Sensationalized blog title for all of the clicks!
Except not really, because WAR really did kill the MMO genre, at least in terms of being a mainstream genre similar in popularity to say RPGs, Sports titles, or FPS. Now don’t worry, that’s not actually a bad thing, but more on that later. First lets travel back in time and, with the power of hindsight, explore why Mythic killed the genre with Warhammer Online.
Prior to the release of WAR in Sept of 2008, the general view of the MMO space wasn’t whether a title would be successful, but how much money it would print. WoW was in its prime with TBC, and wouldn’t see its design take a turn down the ‘accessibility’ death-path until WotLK in Nov of 2008. And while WoW was king, other titles were still going strong. LotRO wasn’t a joke back then, for example.
WAR however was a different beast pre-release from anything before, and anything since (for those not around back then, take what is happening with Star Citizen today and multiply it by ten, if not a hundred). From the insane hype generated by Mythic (oh those bears…), to the fact that here was a title from the developers of DoAC, (arguably one of the greatest MMOs ever), using the Warhammer IP (the greatest IP ever, fact), it wasn’t just a case of printing money, but of ‘killing WoW’ and being the best thing of all time. Stack on top of all of the above that, initially, WAR was fun as hell in beta (in large part because the limited beta hid the later flaws oh-so-nicely), and you had a hype train running at light-speed.
Then release happened and not only did the train come off the rails, but it crashed into the town known as “the MMO genre” and burned it down. A lot of the hype from Mythic wasn’t real (hi bears), the game was horribly flawed in terms of end-game (a key strength of DAoC), and we had that whole ‘WoW tourists’ thing that didn’t help either. Mythic wasn’t able to put the fire out in any of their post-release updates, WAR was never ‘fixed’, and would ultimately get shut down.
Why WAR was so flawed is a point of contention to this day. I fully believe it’s because the vision that Mythic started with was highly tainted by trying to make WAR more like WoW late in development, rather than releasing DoAC 2.0 with a WAR skin (that game would still be online today). But even had WAR been a better-designed MMO, it still would have ‘failed’ in the eyes of the masses, because no matter what it wasn’t going to ‘kill’ WoW, or even rival it in terms of subs (12m). That 12m number is a pop-culture bubble effect as much, if not more, than a testament to WoW’s design at the time, and it wasn’t going to happen again for WAR.
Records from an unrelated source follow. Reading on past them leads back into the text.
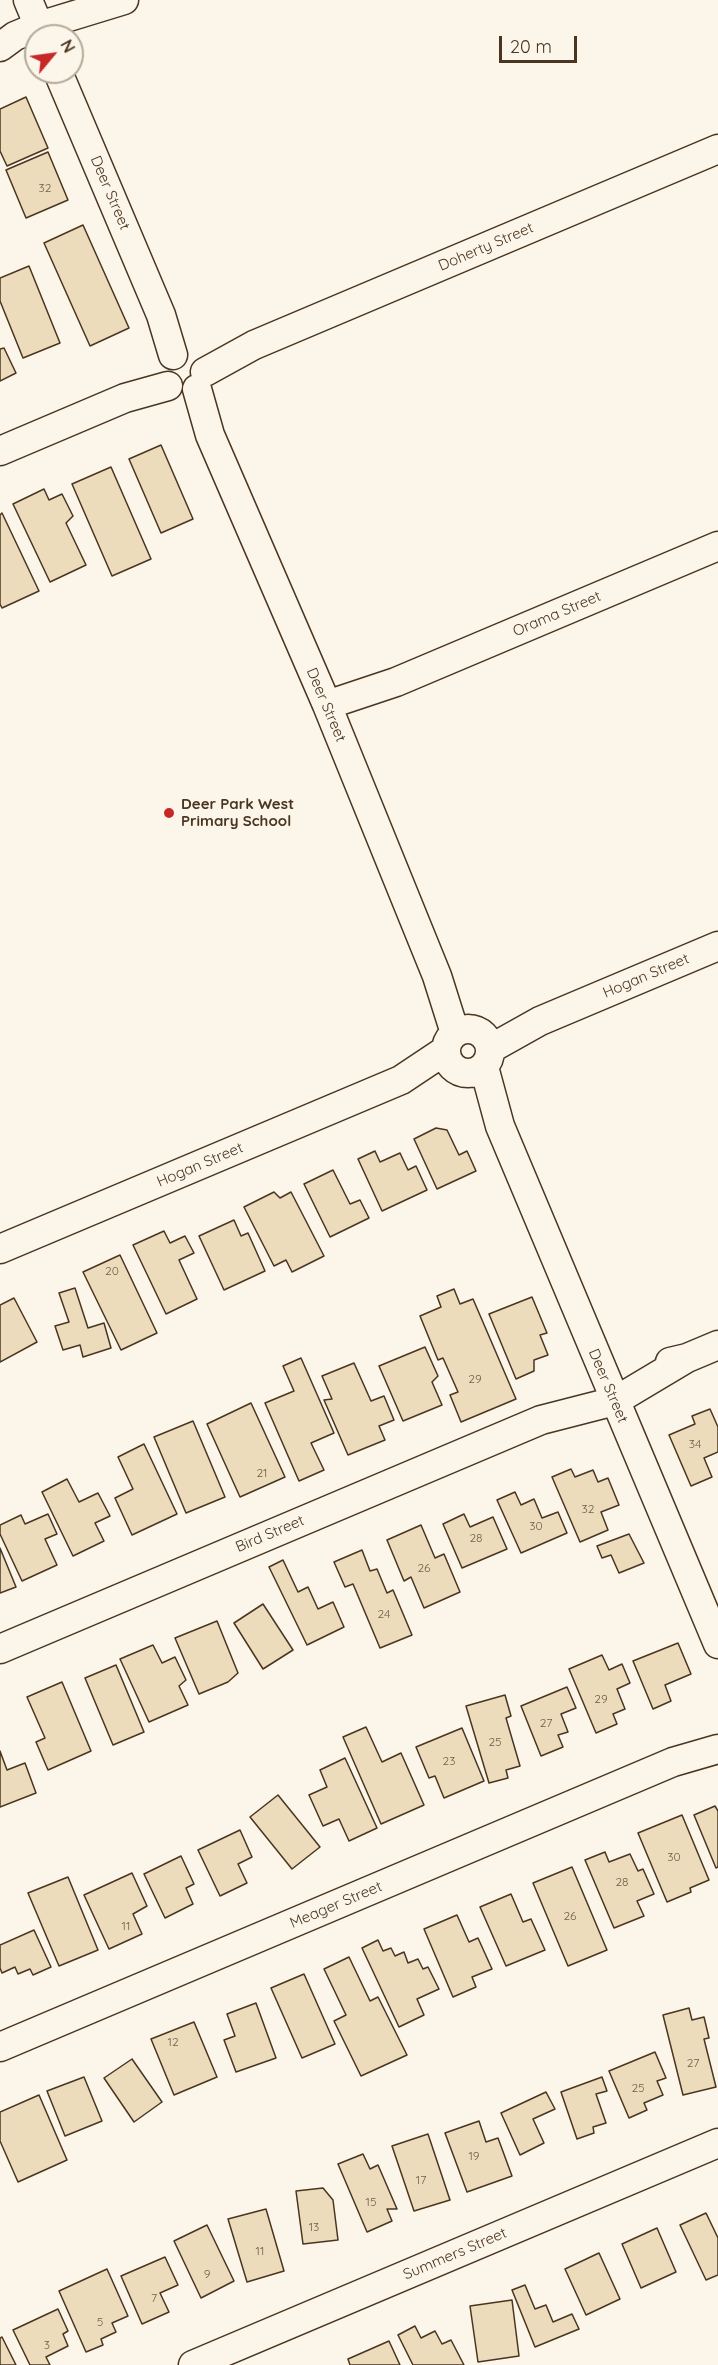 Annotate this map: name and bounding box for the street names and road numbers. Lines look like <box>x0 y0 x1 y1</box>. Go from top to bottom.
street label: Deer Street <box>86 153 134 233</box>
street label: Doherty Street <box>436 219 536 275</box>
street label: Orama Street <box>510 587 604 641</box>
street label: Deer Street <box>302 665 350 745</box>
street label: Hogan Street <box>600 950 692 1002</box>
street label: Hogan Street <box>154 1139 246 1191</box>
street label: Deer Street <box>584 1346 632 1426</box>
street label: Bird Street <box>233 1512 307 1556</box>
street label: Meager Street <box>287 1877 385 1933</box>
street label: Summers Street <box>401 2224 509 2284</box>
We still saw big-budget releases after WAR, but none of them came close to the hype, the expectations, or the big-eyed dreams of WAR. SW:TOR cost a lot more, had a more popular IP, yet prior to release the ‘hype’ was to maybe retain a million subs, later scaled down to 500k (and it failed to do even that). WAR was the last time anyone seriously thought of an upcoming title as a WoW-killer, and with its burning destruction, so went the genre as a mass-market vehicle, as did the idea that MMO blogging could become a really big deal (whatever that meant).
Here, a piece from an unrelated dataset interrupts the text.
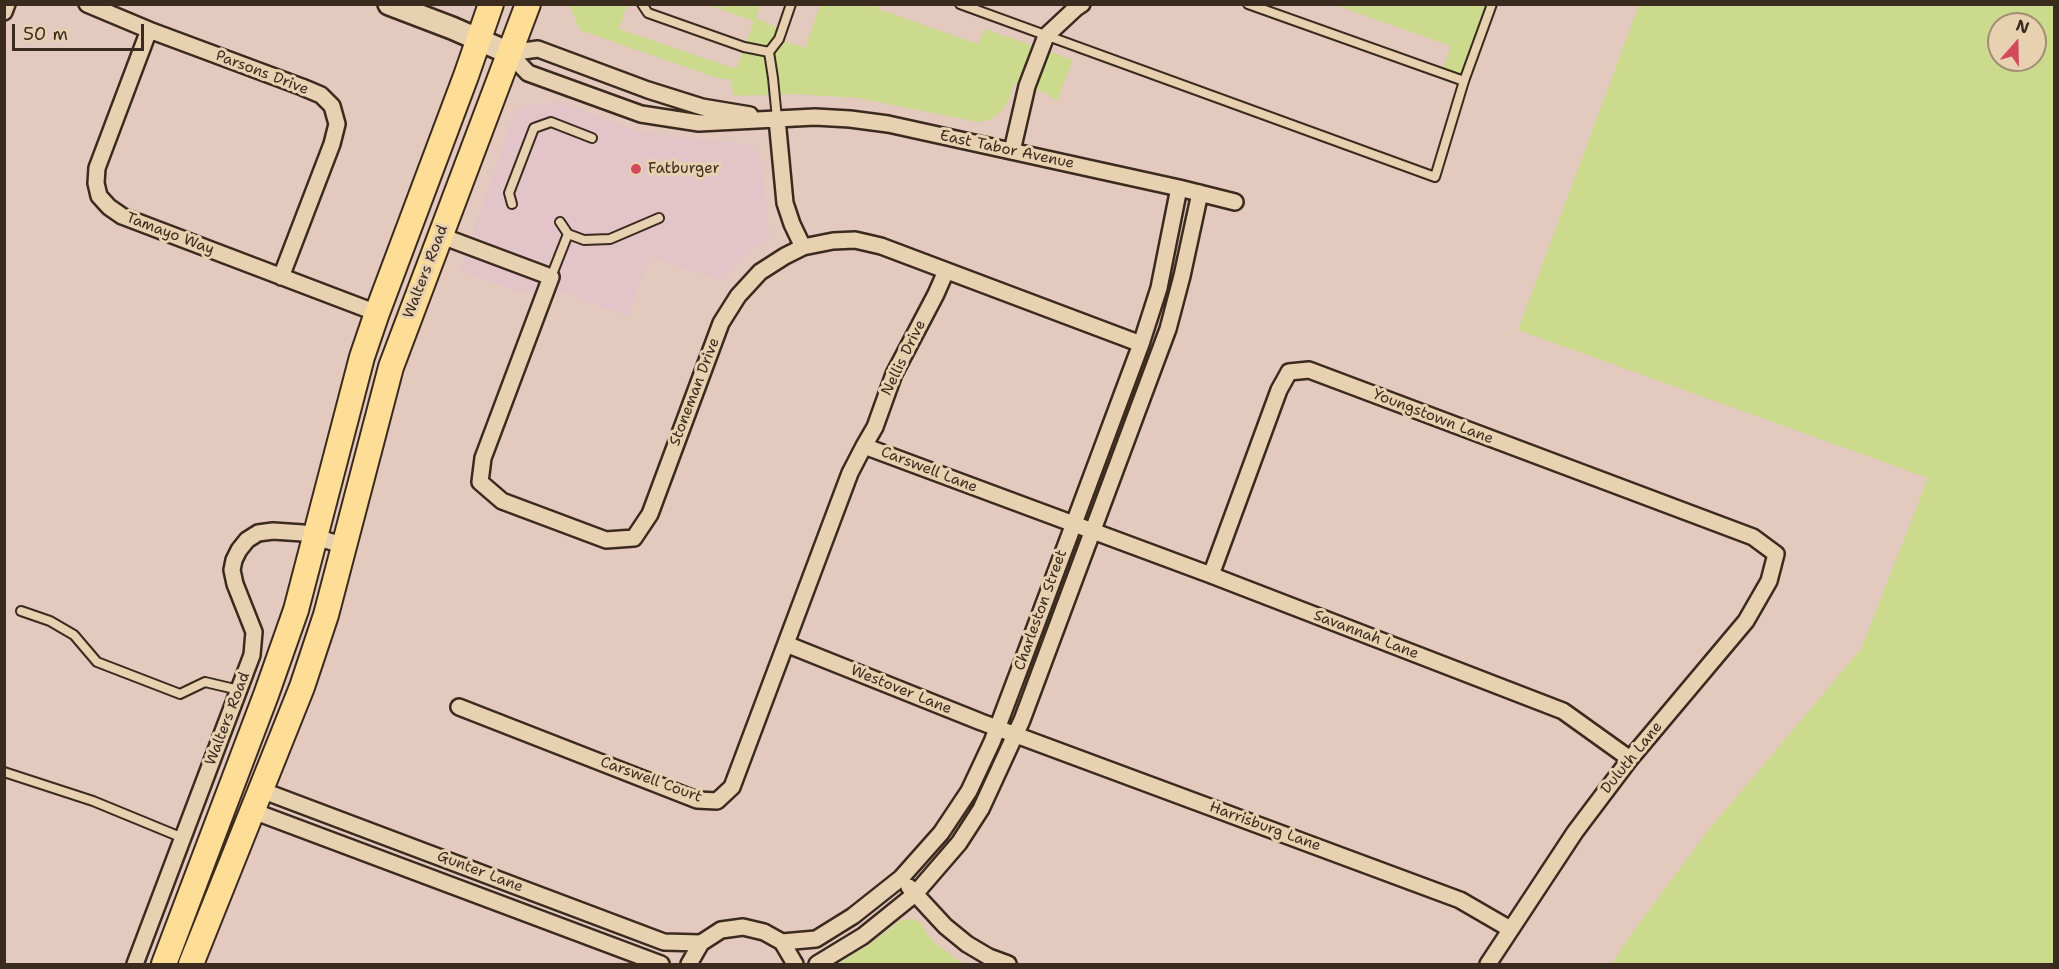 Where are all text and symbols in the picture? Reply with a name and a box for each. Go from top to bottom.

But as I said at the beginning, the genre ‘dying’ in terms of the masses isn’t a bad thing. The mass-market is more WoW-clones, and not only do WoW-clones not work, who amongst our niche today even wants that? As for blogging, more page views are nice, sure, but again, who really cares? So long as posts get comments and a decent discussion going (and they still do), do any of us really miss developers sending us hype care packages or providing exclusive interviews? I don’t. (Though I do miss the millions I made off pimping Darkfall, I must admit. Fueling the old Ferrari is a real pain these days. 1%er problems are still problems, yo.)
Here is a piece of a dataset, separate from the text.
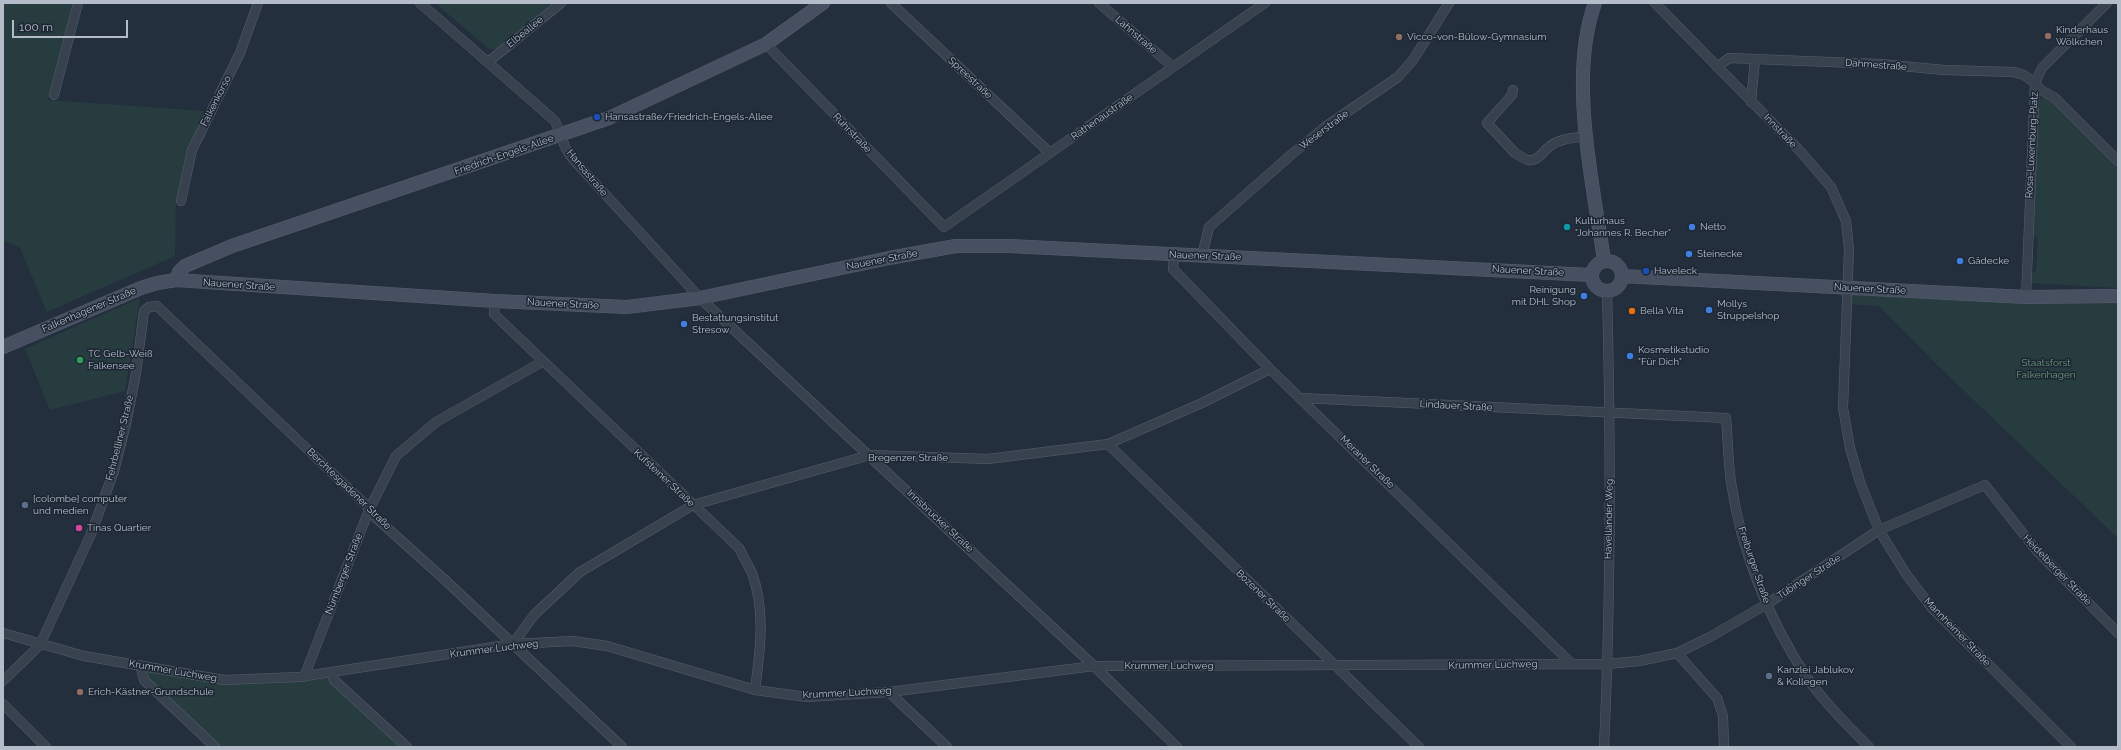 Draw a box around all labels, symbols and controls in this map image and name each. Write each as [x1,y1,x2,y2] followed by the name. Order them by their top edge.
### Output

The MMO genre was always going to be a niche market so long as it stayed true to the core ideas of living in a virtual world. That not only isn’t for the masses in terms of complexity and design, it simply takes more time than the average gamer is willing to dedicate to one title. And again, that’s totally ok. We don’t need games with mega-budgets and 12m subs to get quality titles and keep good developers employed. Maybe we gotta shell out some cash early via Kickstarter, or buy into Early Access, but is that really so different from pre-ordering a $75 collector’s edition of WAR and ultimately being disappointed even though beta was awesome?
2016, even with the expected slate of interesting titles, won’t be a rebirth of the genre in terms of returning to the pre-WAR days. That time is never coming back, and not only am I ok with that, I’m outright happy about it.
PS: Mark Jacobs very briefly had a blog he put up during the pre-collapse days of WAR titled “The MMO genre is a niche market”. The joke behind the title was that Mark was once told by some venture capitalist that MMOs would never be a huge deal, and here was Mark, releasing a mass-market world-beater title in WAR. Irony is a cruel mistress.